Ms. Quintana, like Ms. Weldon, contends that granting summary judgment in her favor was appropriate because she is similarly situated to defendant Huber for whom summary judgment was affirmed in Sealock. But there are critical differences between Ms. Quintana and defendant Huber. First, while there was no evidence in Sealock that defendant Huber knew unexplained chest pain posed a serious medical risk, there is evidence here that Ms. Quin-tana was subjectively aware of the seriousness of chest pain. According to the court in Sealock, “Huber stated ... that she did not consider the chest pain to be a cardiac symptom”; rather, she believed the defendant had contracted the flu. Sealock, 218 F.3d at 1208, 1212 n. 7. “Thus ... she at most made a misdiagnosis.” Id. at 1212 n. 7. Unsurprisingly, Ms. Quintana makes no such claim in this case. She conceded in her deposition testimony that she is familiar with the DOC protocol for chest pain, ApliApp. at 197-98, which describes chest pain as a potential symptom of “acute cardiac disease.” Id. at 201-02. In addition, if she did not believe chest pains were a cardiac symptom, there would have been no plausible reason to perform an EKG.

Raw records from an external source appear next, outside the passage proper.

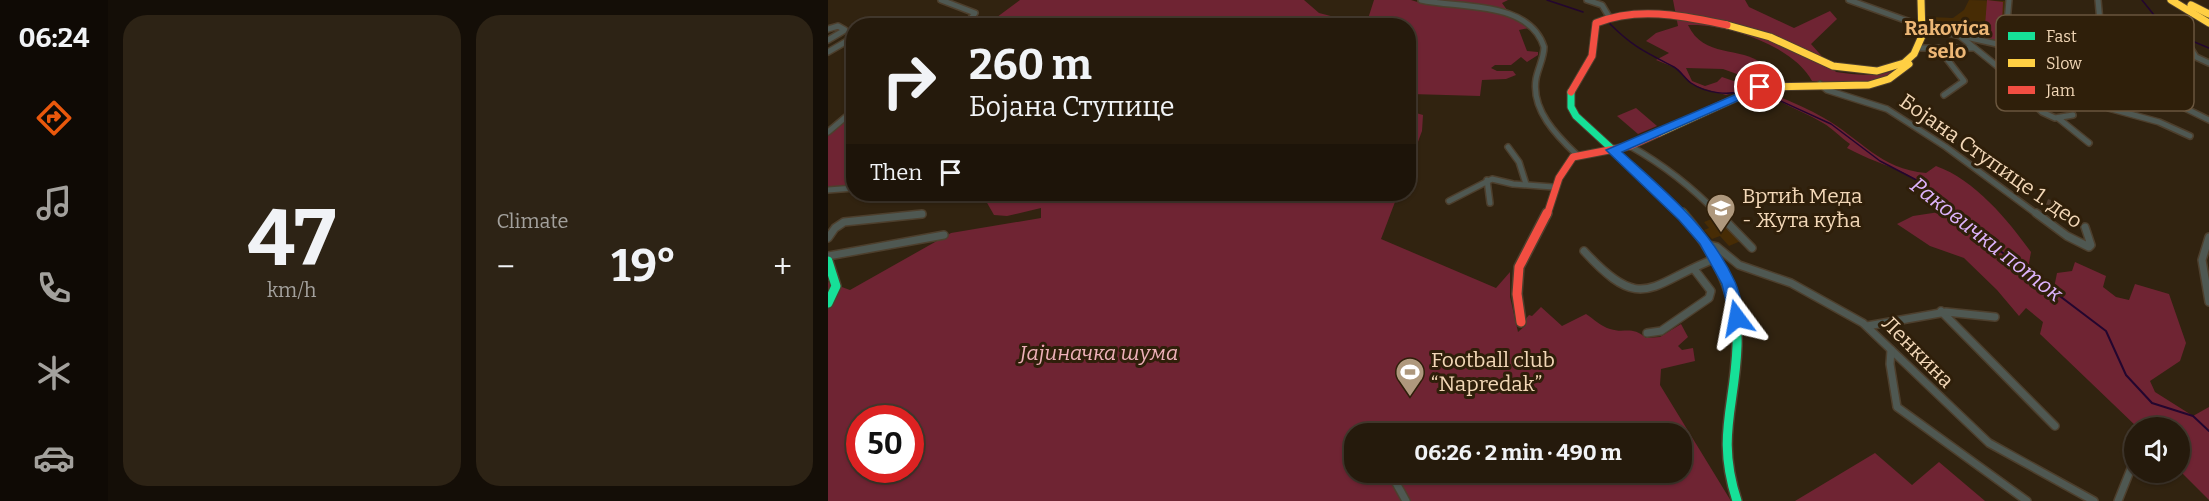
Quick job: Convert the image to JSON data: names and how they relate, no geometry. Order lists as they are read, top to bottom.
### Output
{
  "streets": {
    "street": ["Бојана Ступице 1. део", "Ленкина"]
  },
  "districts": ["Rakovica selo"],
  "water": ["Раковички поток"],
  "parks": ["Јајиначка шума"],
  "places": {
    "school or university": ["Вртић Меда - Жута кућа"],
    "sports": ["Football club “Napredak”"]
  },
  "legend": ["Fast", "Slow", "Jam"],
  "page": {
    "tabs": "06:24",
    "tile": [
      ["47", "km/h"],
      "Climate"
    ],
    "turn": ["260 m", "Бојана Ступице"],
    "then": "Then",
    "heat": ["−", "19°", "+"],
    "limit": "50",
    "trip": "06:26 · 2 min · 490 m"
  }
}
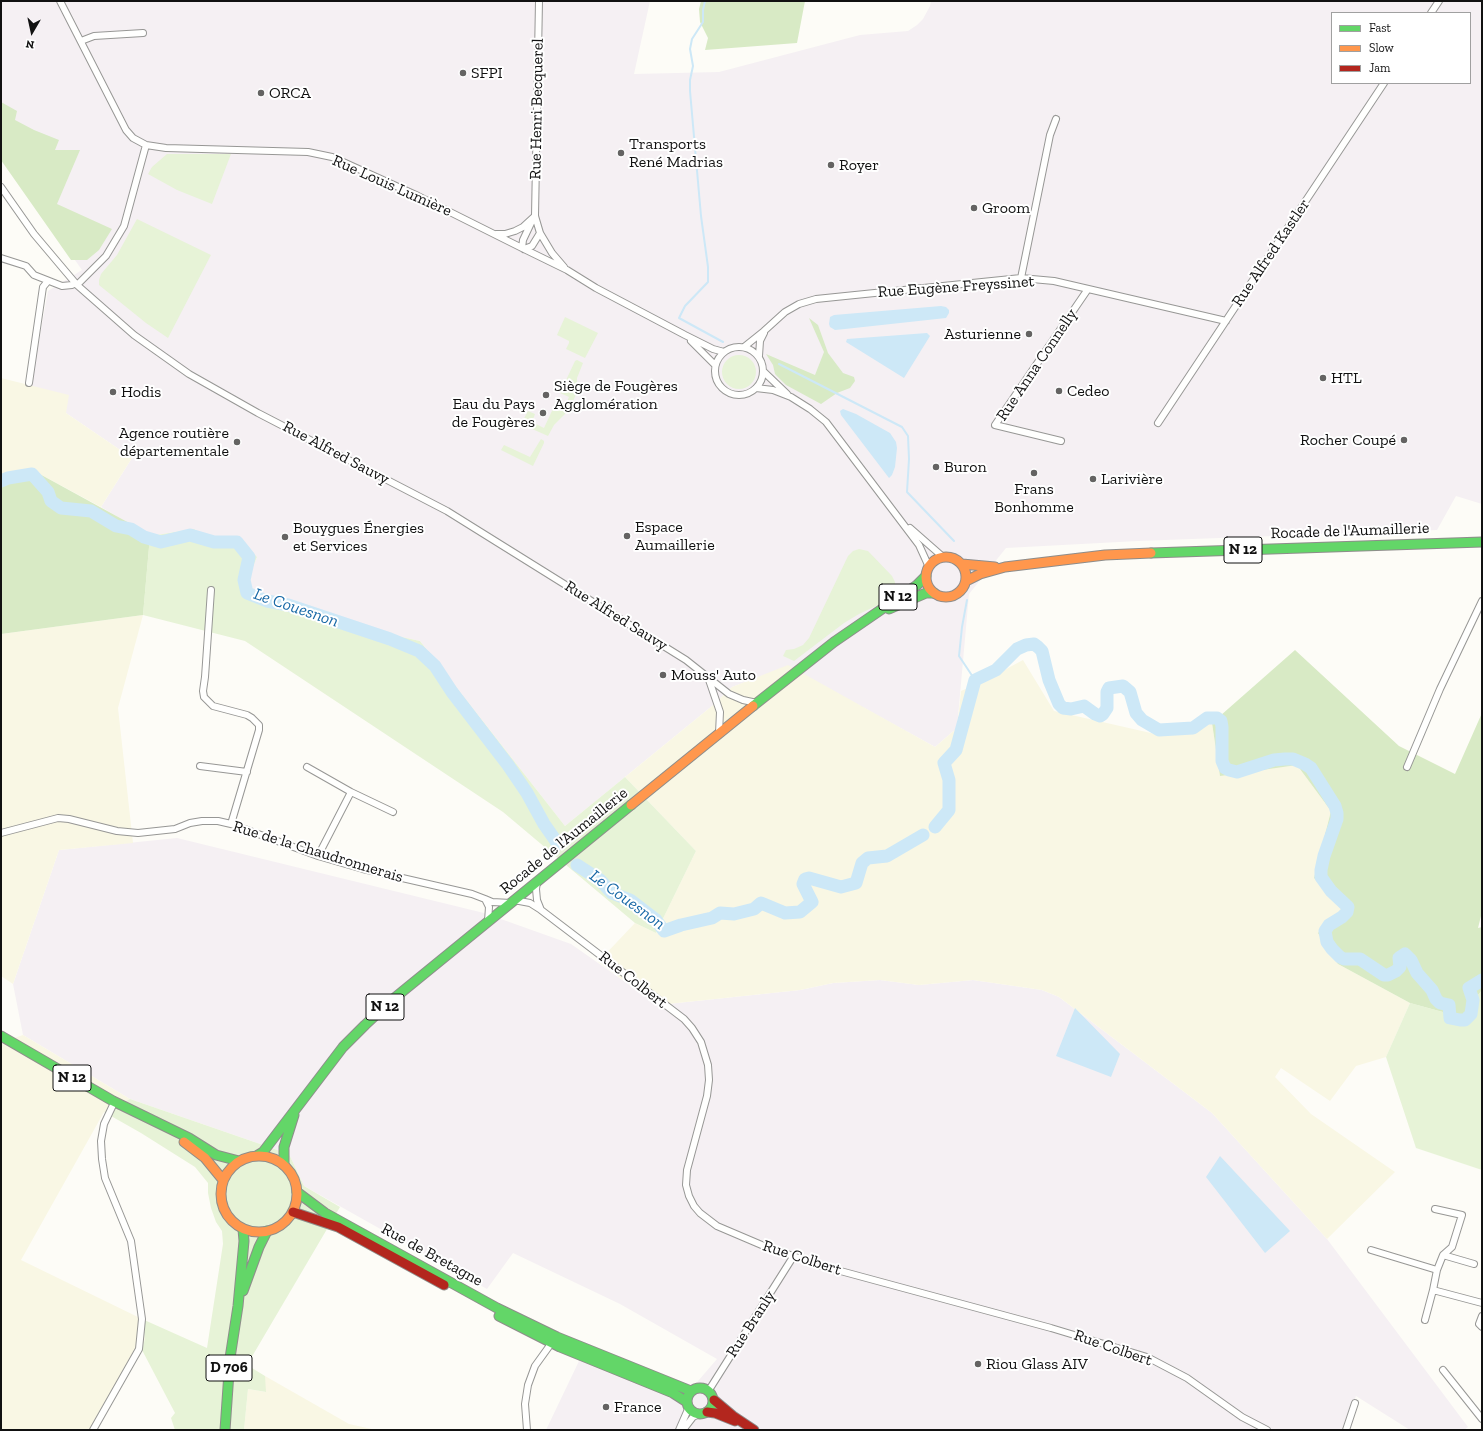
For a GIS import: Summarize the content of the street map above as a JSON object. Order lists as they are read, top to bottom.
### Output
{
  "streets": {
    "main road": [
      "Rocade de l'Aumaillerie",
      "N 12",
      "Rue de Bretagne",
      "D 706"
    ],
    "street": [
      "Rue Henri Becquerel",
      "Rue Louis Lumière",
      "Rue Alfred Kastler",
      "Rue Eugène Freyssinet",
      "Rue Anna Connelly",
      "Rue Alfred Sauvy",
      "Rue de la Chaudronnerais",
      "Rue Colbert",
      "Rue Branly"
    ]
  },
  "crossings": [
    ["Rue Henri Becquerel", "Rue Louis Lumière"],
    ["Rue Louis Lumière", "Rue Eugène Freyssinet"],
    ["Rue Alfred Kastler", "Rue Eugène Freyssinet"],
    ["Rue Eugène Freyssinet", "Rue Anna Connelly"],
    ["Rue Alfred Sauvy", "Rocade de l'Aumaillerie"],
    ["Rocade de l'Aumaillerie", "N 12"],
    ["Rocade de l'Aumaillerie", "Rue de la Chaudronnerais"],
    ["Rocade de l'Aumaillerie", "Rue Colbert"],
    ["Rocade de l'Aumaillerie", "Rue de Bretagne"],
    ["Rocade de l'Aumaillerie", "D 706"],
    ["N 12", "Rue de Bretagne"],
    ["N 12", "D 706"],
    ["Rue de la Chaudronnerais", "Rue Colbert"],
    ["Rue Colbert", "Rue Branly"],
    ["Rue de Bretagne", "D 706"]
  ],
  "water": ["Le Couesnon"],
  "places": [
    "SFPI",
    "ORCA",
    "Transports René Madrias",
    "Royer",
    "Groom",
    "Asturienne",
    "HTL",
    "Cedeo",
    "Hodis",
    "Siège de Fougères Agglomération",
    "Eau du Pays de Fougères",
    "Rocher Coupé",
    "Agence routière départementale",
    "Buron",
    "Frans Bonhomme",
    "Larivière",
    "Espace Aumaillerie",
    "Bouygues Énergies et Services",
    "Mouss' Auto",
    "Riou Glass AIV",
    "France"
  ],
  "legend": ["Fast", "Slow", "Jam"],
  "north": "bottom"
}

Second, Ms. Quintana acknowledged that the DOC protocols required her to seek specialized medical treatment for Ms. Mata under the circumstances, while no such evidence was presented in Sealock concerning defendant Huber’s subjective knowledge of proper medical procedures. We gave no indication in Sealock that protocols were introduced as circumstantial evidence of defendant Huber’s knowledge that chest pains are a serious cardiac symptom. The events at issue in Sealock appear to have transpired before publication of the DOC protocols that pertain to this case.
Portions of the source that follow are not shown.